This morning's class would not be taught by Ms. Gillespie, but by State Representative Denise Garlick. Rep. Garlick, accompanied by Chief of Staff Amanda Bernardo and Research Analyst Rob Reed, had come to explain how a bill becomes a law. It was a lecture she was uniquely qualified to give, and one she handled with aplomb.
The lesson, however, went far beyond such procedural matters. At its heart, this was a lesson about the importance of participation in democracy.
"I believe that this is one of the most important things that I do," the Representative said to Ms. Gillespie's class as she launched into a discussion that touched on everything from the importance of service to the inherent transparency in the legislative process to the dangers of voter apathy.
"How many people in this room think that someday they might like to run for office or be engaged in public service?" Rep. Garlick asked.
A single hand, belonging to a student named Nate, went up.
"Nate," said Rep. Garlick, "I ask that question to every single classroom I've been to in the eighth grade. If I'm really lucky, there's one 'Nate' in the room. Sometimes, some rooms have two. Most rooms don't have any." She paused for a moment to ask another question:
"Why not? We're good people. We have a great job. It makes a difference. We're proud of our work. What are you hearing about people who run for office?"

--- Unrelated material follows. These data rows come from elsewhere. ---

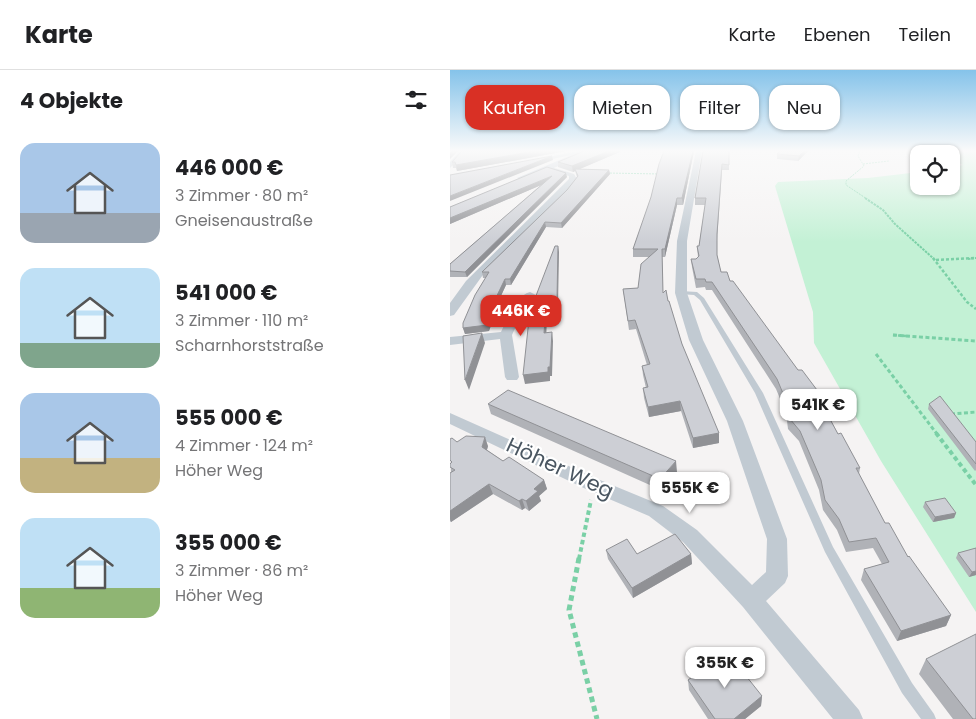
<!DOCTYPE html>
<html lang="de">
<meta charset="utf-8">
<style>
:root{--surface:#fff;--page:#f2f2f2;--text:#202124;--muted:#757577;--line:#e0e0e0;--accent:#d93025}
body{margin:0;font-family:Poppins,sans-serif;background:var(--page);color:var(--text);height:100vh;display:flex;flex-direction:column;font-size:19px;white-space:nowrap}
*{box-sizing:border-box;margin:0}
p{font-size:16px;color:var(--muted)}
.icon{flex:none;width:28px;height:28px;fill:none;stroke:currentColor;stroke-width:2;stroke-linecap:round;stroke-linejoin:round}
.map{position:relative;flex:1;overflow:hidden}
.side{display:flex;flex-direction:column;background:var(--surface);width:450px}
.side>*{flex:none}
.banner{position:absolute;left:15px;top:15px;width:435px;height:45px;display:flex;gap:10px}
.fabs{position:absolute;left:460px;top:75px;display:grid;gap:10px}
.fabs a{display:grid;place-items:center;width:50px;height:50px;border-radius:10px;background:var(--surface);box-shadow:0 1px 4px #0004;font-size:25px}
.price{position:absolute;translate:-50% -42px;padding:0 11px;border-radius:10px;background:#fff;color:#222;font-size:16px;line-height:32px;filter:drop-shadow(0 1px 2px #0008)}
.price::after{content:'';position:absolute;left:50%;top:30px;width:15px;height:11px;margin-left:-8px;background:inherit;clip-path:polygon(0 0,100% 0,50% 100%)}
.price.selected{background:var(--accent);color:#fff}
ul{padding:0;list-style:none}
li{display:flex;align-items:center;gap:15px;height:125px;padding:0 20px}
li span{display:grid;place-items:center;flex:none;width:140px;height:100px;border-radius:15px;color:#555}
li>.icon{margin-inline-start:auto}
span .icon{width:60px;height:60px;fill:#fffc;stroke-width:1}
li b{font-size:21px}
h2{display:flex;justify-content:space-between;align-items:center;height:60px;padding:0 20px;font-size:21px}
.pill{padding:0 18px;border-radius:15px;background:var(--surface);box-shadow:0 1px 4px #0004;font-size:18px;line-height:45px}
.pill.selected{background:var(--accent);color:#fff}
header{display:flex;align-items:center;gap:30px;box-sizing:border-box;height:70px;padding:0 25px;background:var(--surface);border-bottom:1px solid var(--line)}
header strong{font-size:24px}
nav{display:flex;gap:28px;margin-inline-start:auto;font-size:18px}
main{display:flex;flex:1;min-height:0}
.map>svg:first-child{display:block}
.green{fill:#c3f1d5}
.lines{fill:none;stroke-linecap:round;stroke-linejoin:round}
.path-far5{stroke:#7ad0a6;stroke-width:1;stroke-dasharray:2 1;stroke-linecap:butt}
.path-far4{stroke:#7ad0a6;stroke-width:2;stroke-dasharray:2.5 1;stroke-linecap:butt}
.path-far3{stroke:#7ad0a6;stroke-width:2.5;stroke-dasharray:3 2;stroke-linecap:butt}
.path-far2{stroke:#7ad0a6;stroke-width:3;stroke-dasharray:4 2.5;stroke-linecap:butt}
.path-far1{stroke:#7ad0a6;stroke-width:4;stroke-dasharray:4.5 3;stroke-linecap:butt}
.path{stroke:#7ad0a6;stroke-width:5;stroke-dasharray:5.5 4;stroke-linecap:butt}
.service{fill:#c1cad2;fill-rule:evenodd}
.minor{fill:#c1cad2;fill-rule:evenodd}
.secondary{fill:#c1cbd6;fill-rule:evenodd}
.wall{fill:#b0b2b7}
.shaded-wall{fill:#909195}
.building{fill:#cdcfd5;stroke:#909195}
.labels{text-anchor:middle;stroke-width:4.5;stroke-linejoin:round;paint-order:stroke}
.near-street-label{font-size:21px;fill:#4a5661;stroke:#fff}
</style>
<header>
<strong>Karte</strong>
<nav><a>Karte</a><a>Ebenen</a><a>Teilen</a></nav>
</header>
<main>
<section class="side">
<h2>4 Objekte<svg class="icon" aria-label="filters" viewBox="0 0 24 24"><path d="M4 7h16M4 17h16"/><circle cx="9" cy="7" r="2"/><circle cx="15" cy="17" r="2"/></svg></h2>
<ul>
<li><span style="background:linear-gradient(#a9c7e8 70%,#9aa5b1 0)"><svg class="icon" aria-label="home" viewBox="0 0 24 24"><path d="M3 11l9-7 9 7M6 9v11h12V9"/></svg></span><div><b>446 000 €</b><p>3 Zimmer · 80 m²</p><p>Gneisenaustraße</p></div></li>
<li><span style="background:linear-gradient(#bfe0f5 75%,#7fa58c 0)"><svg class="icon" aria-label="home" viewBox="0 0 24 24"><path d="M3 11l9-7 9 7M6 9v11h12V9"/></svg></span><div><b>541 000 €</b><p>3 Zimmer · 110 m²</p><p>Scharnhorststraße</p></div></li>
<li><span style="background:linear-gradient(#a9c7e8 65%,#c2b280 0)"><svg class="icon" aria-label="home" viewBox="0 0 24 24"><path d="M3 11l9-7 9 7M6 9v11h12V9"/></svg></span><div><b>555 000 €</b><p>4 Zimmer · 124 m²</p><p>Höher Weg</p></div></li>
<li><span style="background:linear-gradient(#bfe0f5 70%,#8fb573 0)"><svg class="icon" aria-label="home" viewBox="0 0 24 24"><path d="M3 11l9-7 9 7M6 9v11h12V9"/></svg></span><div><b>355 000 €</b><p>3 Zimmer · 86 m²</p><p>Höher Weg</p></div></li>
</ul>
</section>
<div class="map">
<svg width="526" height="649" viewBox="0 0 526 649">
<rect width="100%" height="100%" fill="#f5f3f3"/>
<path class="green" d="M480 81H526V542L431 391 364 273 363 242 325 116 328 112 418 108 469 102V116H501V97L513 95 501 90V84H486Z"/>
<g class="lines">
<path class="path-far5" d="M410 81 408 86 414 96 396 111V115L417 129
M413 94 439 91
M157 103 211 104"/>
<path class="path-far4" d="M415 128 433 140 445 154 484 189
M518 189 526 188"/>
<path class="path-far3" d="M483 188 517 232 526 239
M486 190 526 188
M443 265 456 266"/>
<path class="path-far2" d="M443 265 526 271
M426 284 487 364
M501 344 526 342"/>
<path class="path-far1" d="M486 363 526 415
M129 489 141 430"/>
<path class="path" d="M129 488 119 540 147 649"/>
<path class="service" d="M231 221 247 222 254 228 313 323 383 477 462 613 484 644 486 649H471L452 623 375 482 305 323 250 230 244 225 229 224V222Z"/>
<path class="minor" d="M10 81H17L0 98V92Z
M127 81H141L83 93 80 91Z
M246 81H252L237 171V223L253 270 293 351 337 469 338 506 335 513 316 531 409 640 413 649H383L293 537 233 472 199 446 138 420 0 354V343L150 410 213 436 247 460 302 515 316 502 317 469 306 437 277 351 239 270 225 223 227 171Z
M98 96 124 104 127 109 116 123 35 202 4 245 0 246V233L16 211 119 109V106L96 99V97Z
M80 222 86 225 74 238 62 265 69 307 67 310H57L55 307 50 269 0 275V267L51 262C57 249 65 226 80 222Z"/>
<path class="secondary" d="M131 81H143L76 110 72 111 67 108Z"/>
</g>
<path class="wall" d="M12 81H116L7 101 6 98H3L2 92Z
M134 81H172L129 99 159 100 160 104 112 158 96 157 61 215H56L43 243 44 247 39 261 15 264 13 258 36 208H33L32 202 117 120 127 107 125 101 123 102 108 97V92Z
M244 81 233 135H227L215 187H212L213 223 218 231 232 274 269 373 243 378 231 341 199 347 194 328 193 318H196L193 305 192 296 197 295 186 259 179 260 173 219 188 218 199 187H183V179Z
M279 81V100H272L267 170V185L271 202 280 211 348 300 370 324 369 328 388 364 410 398 409 404 435 453 458 487 501 545 496 556 447 571 411 510 414 499 432 494 423 478 396 482 387 460 373 440 369 420 349 371 338 359 336 343 326 319 262 220H256L255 217 246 218 242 197 241 189H246L248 187 247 176H249L255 135H245V128Z
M330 81H358L348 91 327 89V84Z
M117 107 17 207H0V194L91 115 0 154V137Z
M38 334 227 402 211 420 41 344Z
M479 334 526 372V400L525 401 478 339Z
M0 369 7 372 38 376 37 380 53 391 94 410 97 419 89 426 91 431 79 441 75 438 72 440 43 424 1 452 0 451V403H1Z
M475 432 506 443 504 448 483 452 473 437Z
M526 478V505L519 507 506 488 508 483Z
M156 480 187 484H241L242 494 183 528 158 489Z
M476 589 526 649H503L469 604Z
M238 610 312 626 311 636 295 649H258L239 620Z"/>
<path class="shaded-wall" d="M1 81H8L0 89V82Z
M85 81H116L7 101 6 95Z
M159 81H172L123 102 122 96Z
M243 81H244L233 135 232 128Z
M354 81H358L348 91 349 86Z
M102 86 103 90 0 131V126Z
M159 100 160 104 112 158 111 153Z
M116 103 117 107 17 207 15 202Z
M102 106 103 110 0 154V148Z
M227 128V135L215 187V179Z
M95 152 96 157 61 215 60 209Z
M108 176 109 182 108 236 86 238 84 231Z
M55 209 56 215 43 243 44 247 39 261 15 264 13 258 39 242Z
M96 239 97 247 96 272 94 263Z
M102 262 103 271 102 306H100V311L75 314 73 305Z
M32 263 35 273 19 320 15 310Z
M230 331 231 341 199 347 198 337Z
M269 363V373L243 378V368Z
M35 367 38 376 35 386 32 377Z
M226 391 227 402 211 420 210 409Z
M94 410 97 419 89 426 91 431 79 441 76 431 84 419Z
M39 414 43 424 1 452 0 449V441Z
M72 429 75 438 72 440 69 431Z
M506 443 504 448 483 452 485 447Z
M241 484 242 494 183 528 182 518Z
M526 501V505L519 507 522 502Z
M501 545 496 556 447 571 451 561Z
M312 626 311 636 295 649H284Z"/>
<path class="building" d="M12 81H85L6 95 5 92H2Z
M134 81H159L122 96 108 92Z
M214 81H243L232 128H227L215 179H212L213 223 216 220 218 231H219L232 274 269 363 243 368 230 331 198 337 193 318 198 317 192 296 200 294 185 250 178 251 173 219 188 218 191 194 208 179H183L201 127 209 94Z
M253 81H279V95L272 94 267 164V185L271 202H277L280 211H283L348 300H352L370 324 367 325 388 364 391 363 410 398H406L435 453H439L458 487 459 486 501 545 451 561 414 499 439 492 426 468 399 472 389 449 375 430 371 410 350 361 340 349 337 333 327 309 262 212H256L255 209H246L241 189H246L249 186 247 176H249L256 128H245Z
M330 81H354L349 86 327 84Z
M102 86 0 126V105Z
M97 97 116 103 15 202 0 201V194L102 106 0 148V137Z
M125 99 159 100 111 153 95 152 60 209H55L39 242 42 241 37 255 13 258V253L25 225 39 202H32L117 120 128 106Z
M105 176H108L107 229 84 231Z
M96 239 94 263 102 262 100 297H98V302L73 305 80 240Z
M32 263 15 310 13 266Z
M58 320 226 391 210 409 38 334Z
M490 326 526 372V394L479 334Z
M16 366 35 367 32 377 53 391 59 387 94 410 84 419 88 421 76 431 72 429 69 431 39 414 0 441V403L5 400 0 397V394L2 392 0 390V369L2 368 7 372Z
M495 428 506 443 485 447 475 432Z
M225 464 241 484 182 518 156 480 177 469 187 484Z
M526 478V501L522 502 508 483Z
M526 564V649H523L476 589Z
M277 582 312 626 284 649H265L238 610Z"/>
<linearGradient id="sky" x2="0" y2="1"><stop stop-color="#85c3ea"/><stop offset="0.47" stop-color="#fafafa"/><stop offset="1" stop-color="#fafafa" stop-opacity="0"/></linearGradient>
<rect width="526" height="172" fill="url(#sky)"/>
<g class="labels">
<g class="near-street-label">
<text transform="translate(110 398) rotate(25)" y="7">Höher Weg</text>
</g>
</g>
</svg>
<div class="fabs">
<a><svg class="icon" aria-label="locate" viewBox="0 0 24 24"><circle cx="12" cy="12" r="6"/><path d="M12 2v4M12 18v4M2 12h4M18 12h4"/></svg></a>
</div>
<b class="price selected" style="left:71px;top:267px">446K €</b>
<b class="price" style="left:368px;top:361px">541K €</b>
<b class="price" style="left:240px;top:444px">555K €</b>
<b class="price" style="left:275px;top:619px">355K €</b>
<div class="banner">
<a class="pill selected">Kaufen</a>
<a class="pill">Mieten</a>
<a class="pill">Filter</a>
<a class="pill">Neu</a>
</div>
</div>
</main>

"You two may be great people," another student somewhat sheepishly responded to Rep. Garlick and her Chief of Staff, "but others might not be so great…"
"How would you know that?"
"The news, the media," the student trailed off.
Rep. Garlick confronted the issue head-on. "We're hearing that people are refusing to do work, we're hearing that people are disagreeing with each other. We're hearing that it's pretty rough in public service these days," she said. "Not only are we painting public office and elected people, but everybody else around who's also involved with the government, with that same kind of brush. A negative brush," she said.
"When I was in the 8th grade, we were just at the very end of the Vietnam war. John Kennedy had been president and he said 'Ask not what your country can do for you, ask what you can do for your country.' That's history to you - that was my life," she told the room.
"People who were 8th graders were taking the Purple Line into Boston and demonstrating against the Vietnam War. People believed they had the power. No matter what side of the issue you were on, you believed you had the power, and you could change what was happening in the country."
"The American people," she pointed out, "stopped the Vietnam War. It didn't stop from the top down, it stopped from the ground up."
She then pivoted to the present.
"We are being given messages that there's nothing we can do. How many people have heard the most negative message you can ever hear: 'your vote doesn't count'? That is the most dangerous message that you'll ever be given in your entire life."
Beyond imparting the substance of her civics lesson, Rep. Garlick accomplished something that was perhaps equally (if not more viscerally) relevant. By appearing in Ms. Gillespie's classroom, she managed to humanize government in a way that her students had perhaps not experienced before. In an era in which our most high-profile politicians sometimes seem to have as much in common with the Kardashians as the Kennedys, it appeared oddly jarring for the students to share the room with an elected official. Indeed, that seemed to be part of the point.
Far removed from the public figures that dominate our national discourse and news media, Rep. Garlick came off as approachable and distinctly "Needham" in her class presentation. It was a point that was not lost on the students. Or their teacher, for that matter.
"In class, we spend a lot of time on current events in an effort to empower the students to feel like a part of their community," said Ms. Gillespie towards the end of the lecture. "Rep. Garlick coming is just another step in that empowerment."
"I think our young people’s power is being stolen by the intended and unintended conversations of frustrated and disillusioned adults, entertainment masquerading as news and the complacency of adopted cynicism," said the State Representative as the students, far more awake than they had been just an hour earlier, made their way to their next classes. "I believe that what I'm trying to do is help these students know they have power as American citizens."